C. elegans germ granules require both assembly and localized regulators for mRNA repression

Cytoplasmic RNA–protein (RNP) granules have diverse biophysical properties, from liquid to solid, and play enigmatic roles in RNA metabolism. Nematode P granules are paradigmatic liquid droplet granules and central to germ cell development. Here we analyze a key P granule scaffolding protein, PGL-1, to investigate the functional relationship between P granule assembly and function. Using a protein–RNA tethering assay, we find that reporter mRNA expression is repressed when recruited to PGL-1. We determine the crystal structure of the PGL-1 N-terminal region to 1.5 A, discover its dimerization, and identify key residues at the dimer interface.
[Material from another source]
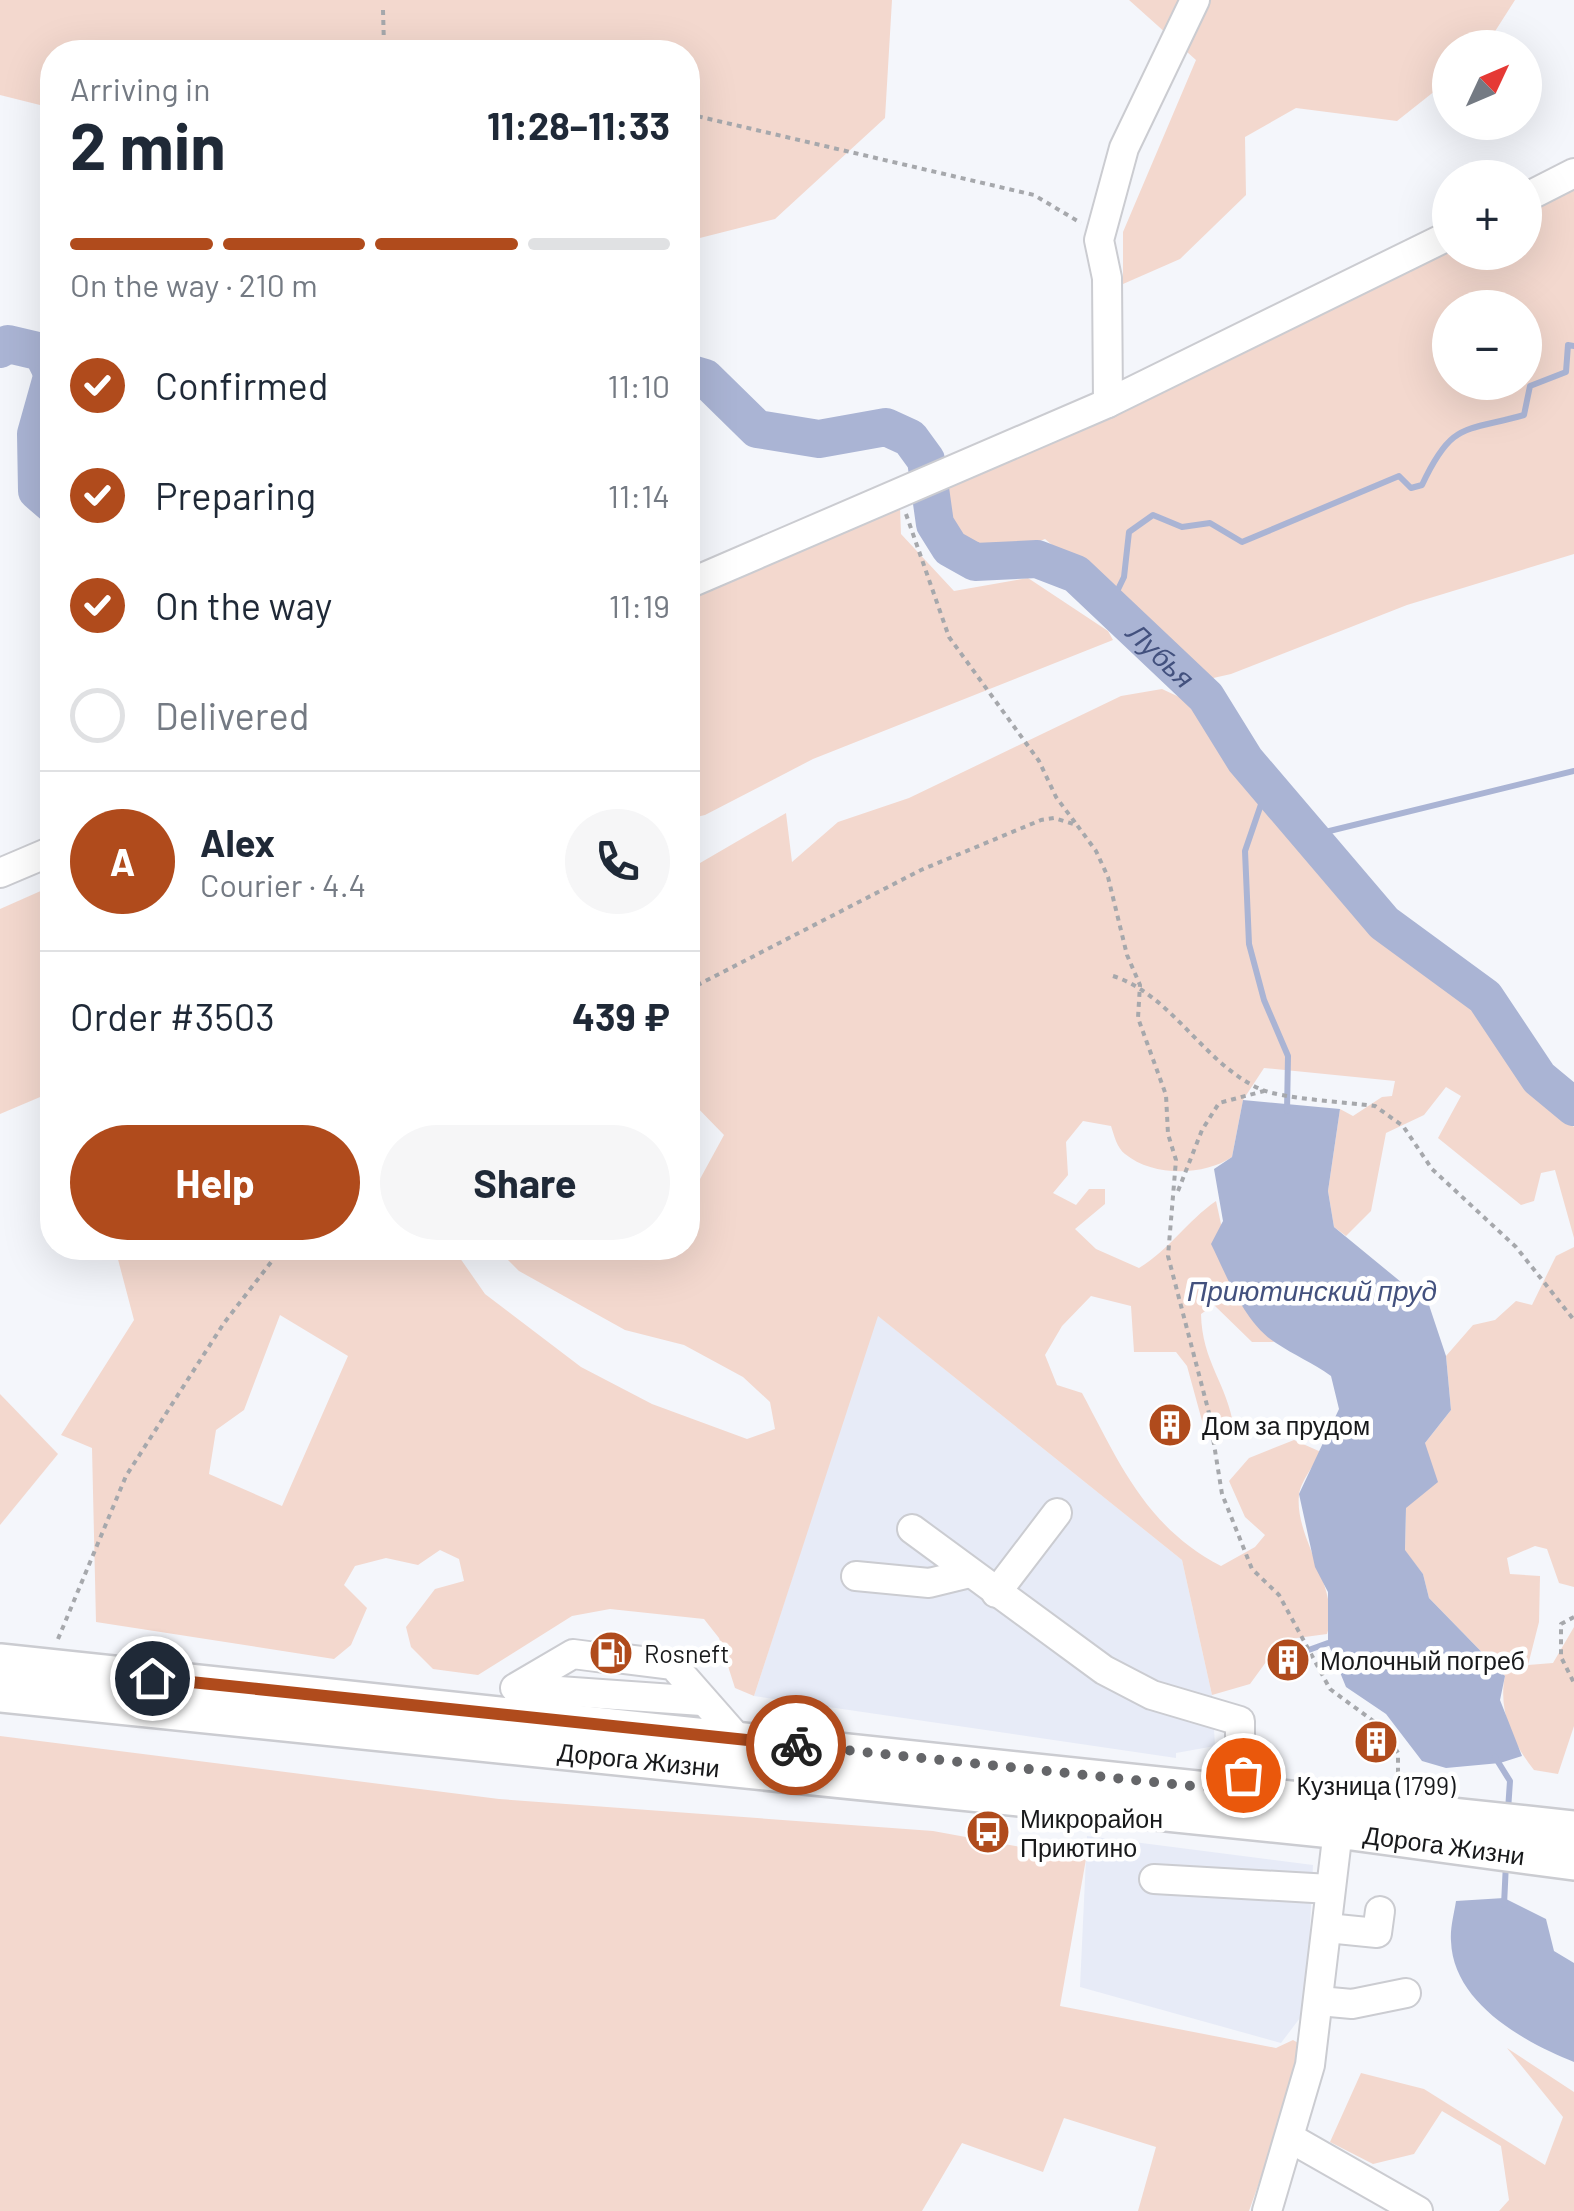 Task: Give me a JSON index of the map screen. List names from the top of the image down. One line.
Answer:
{"streets":{"main road":["Дорога Жизни"]},"water":["Лубья","Приютинский пруд"],"places":{"building":["Дом за прудом","Молочный погреб","Кузница (1799)"],"fuel station":["Rosneft"],"bus stop":["Микрорайон Приютино"]},"north":"top right","page":{"map_buttons":["+","−"],"heading":["2 min","Arriving in","11:28–11:33"],"panel":["Alex","Courier · 4.4","Order #3503","439 ₽"],"bar":"On the way · 210 m","list":[["Confirmed","11:10"],["Preparing","11:14"],["On the way","11:19"],"Delivered"],"round":"A","buttons":["Help","Share"]}}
Mutations of those interface residues prevent P granule assembly in vivo, de-repress PGL-1 tethered mRNA, and reduce fertility. Therefore, PGL-1 dimerization lies at the heart of both P granule assembly and function. Finally, we identify the P granule-associated Argonaute WAGO-1 as crucial for repression of PGL-1 tethered mRNA. We conclude that P granule function requires both assembly and localized regulators. Nematode P granules are cytoplasmic RNA–protein biomolecule condensates central to germ cell development. Here the authors show that dimerization of the PGL-1 scaffolding protein is crucial to granule formation and mRNA repression, and that the WAGO-1 Argonaute protein is a cofactor in repressing PGL-1 bound mRNAs.